蕭君昊心下十分為難,退婚,的確有些忘恩負義。可若不退婚,那瓊表妹就永遠只能做側妃,永遠都不可能成為他的妻子。
若如此,對瓊表妹,雖稱不上忘恩負義,那也算是他負了她!
他心裏已經有了瓊表妹,雲四姑娘這個於他有着救命之恩的女子嫁進王府,只能得到王妃虛名,對她也不公平。
若是以前,最終退不了婚娶了又何妨?給她嫡妻應有的尊榮,只當王府多養了個王妃。可現在,雲四姑娘救過他,他豈能如此耽擱救命恩人的終身剝奪她的幸福?
知道兄弟們在等他給個態度,蕭君昊撥了撥盞中茶葉,沉聲道:
「你們說的都沒錯,估計若非快要大婚,雲四姑娘都不會願意回京。
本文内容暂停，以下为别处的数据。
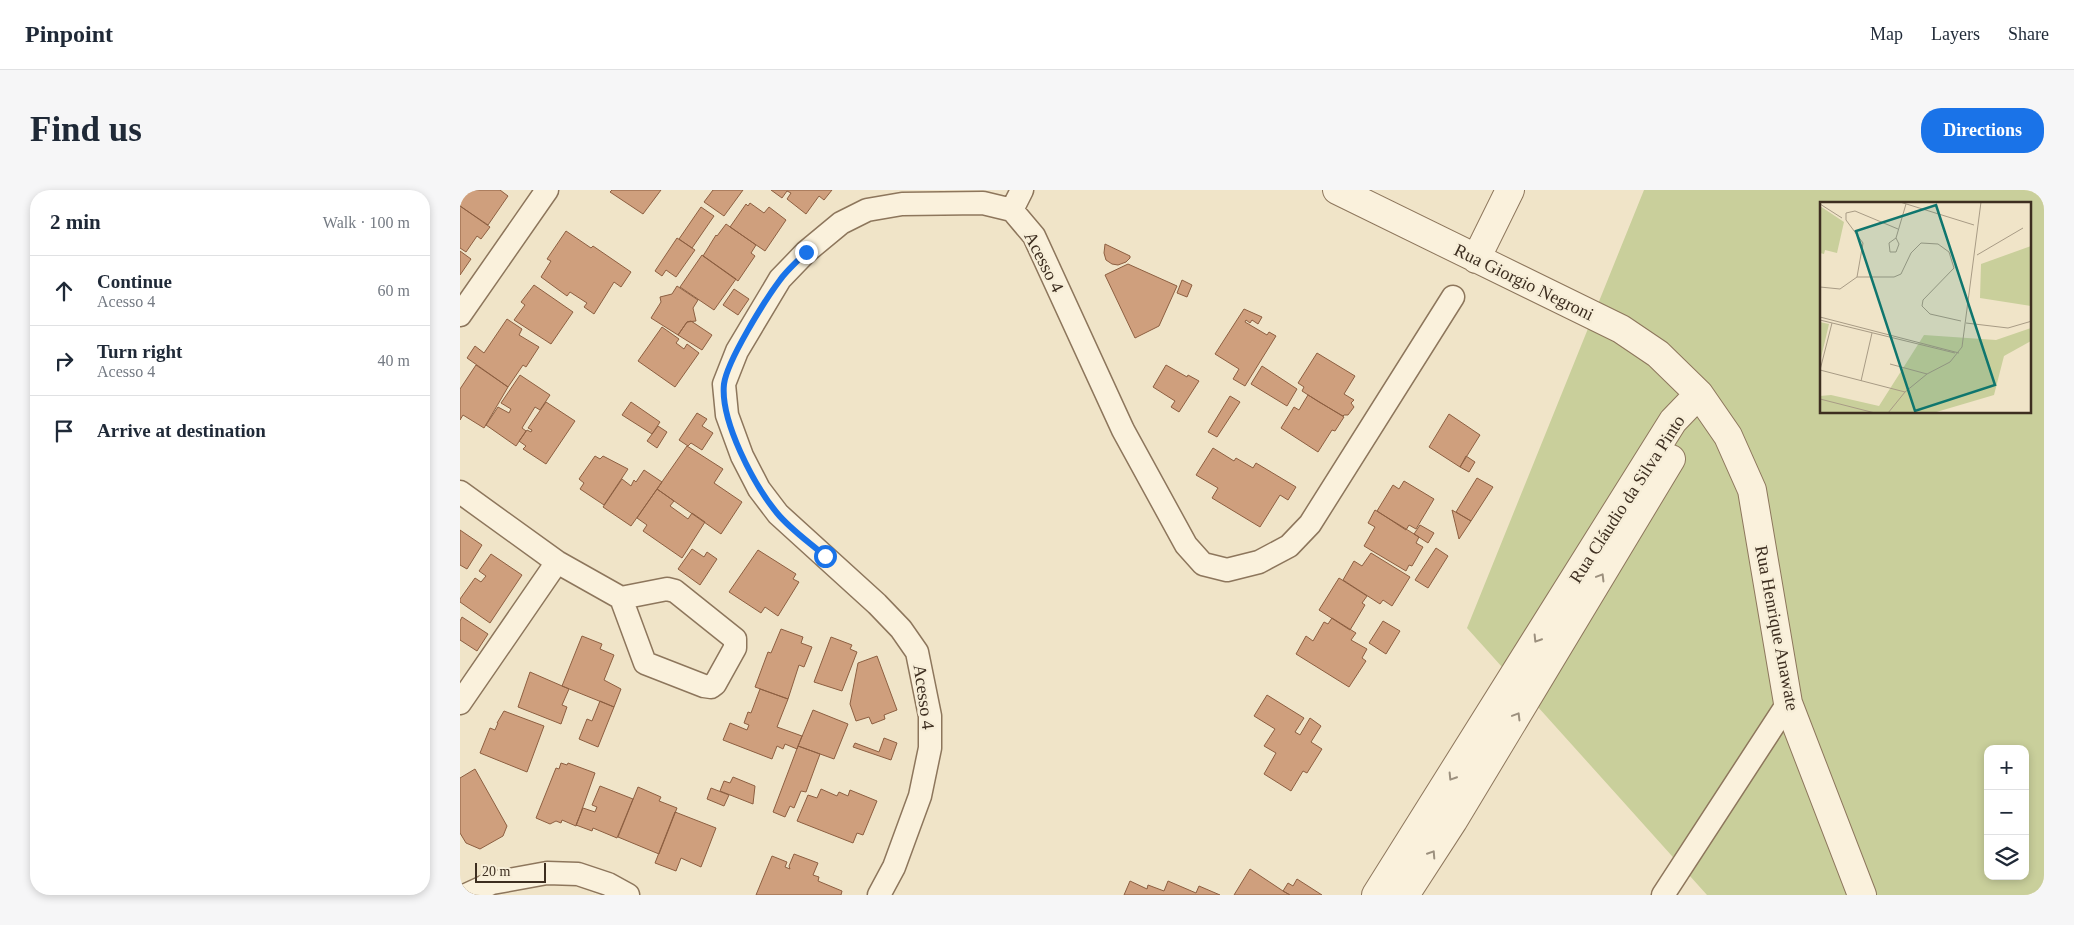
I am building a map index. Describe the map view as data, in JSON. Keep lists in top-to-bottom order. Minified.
{"streets":{"street":["Acesso 4","Rua Giorgio Negroni","Rua Cláudio da Silva Pinto","Rua Henrique Anawate"]},"crossings":[["Rua Giorgio Negroni","Rua Cláudio da Silva Pinto"],["Rua Giorgio Negroni","Rua Henrique Anawate"],["Rua Cláudio da Silva Pinto","Rua Henrique Anawate"]],"scale_bar":"20 m","page":{"header":"Pinpoint","nav":["Map","Layers","Share"],"buttons":"Directions","title":"Find us","heading":["2 min","Walk · 100 m"],"list":[["Continue","Acesso 4","60 m"],["Turn right","Acesso 4","40 m"],"Arrive at destination"],"map_buttons":["+","−"],"scale":"20 m"}}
以前,是我考慮不周,只想着自己,沒顧及提出退婚會給她造成的不良影響,是我的錯。
「可你們有沒有想過,不退婚並不難,可娶了又如何?娶了她不能給她應有的,耽擱了她,那更是忘恩負義!」
「這有什麼好糾結的,你讓雲四姑娘過的幸福點不就好了?」
情竇未開的宮二郎立刻反駁了蕭君昊一句,他覺得既要報答救命之恩,娶了人家,對人家好點不是應該的么,完全沒法理解蕭君昊那有着幾分矛盾的理由。
這次,兄弟們的想法不再那麼統一,畢竟他們都很清楚,蕭君昊從小就心儀他表妹水若瓊,已娶了她為側妃。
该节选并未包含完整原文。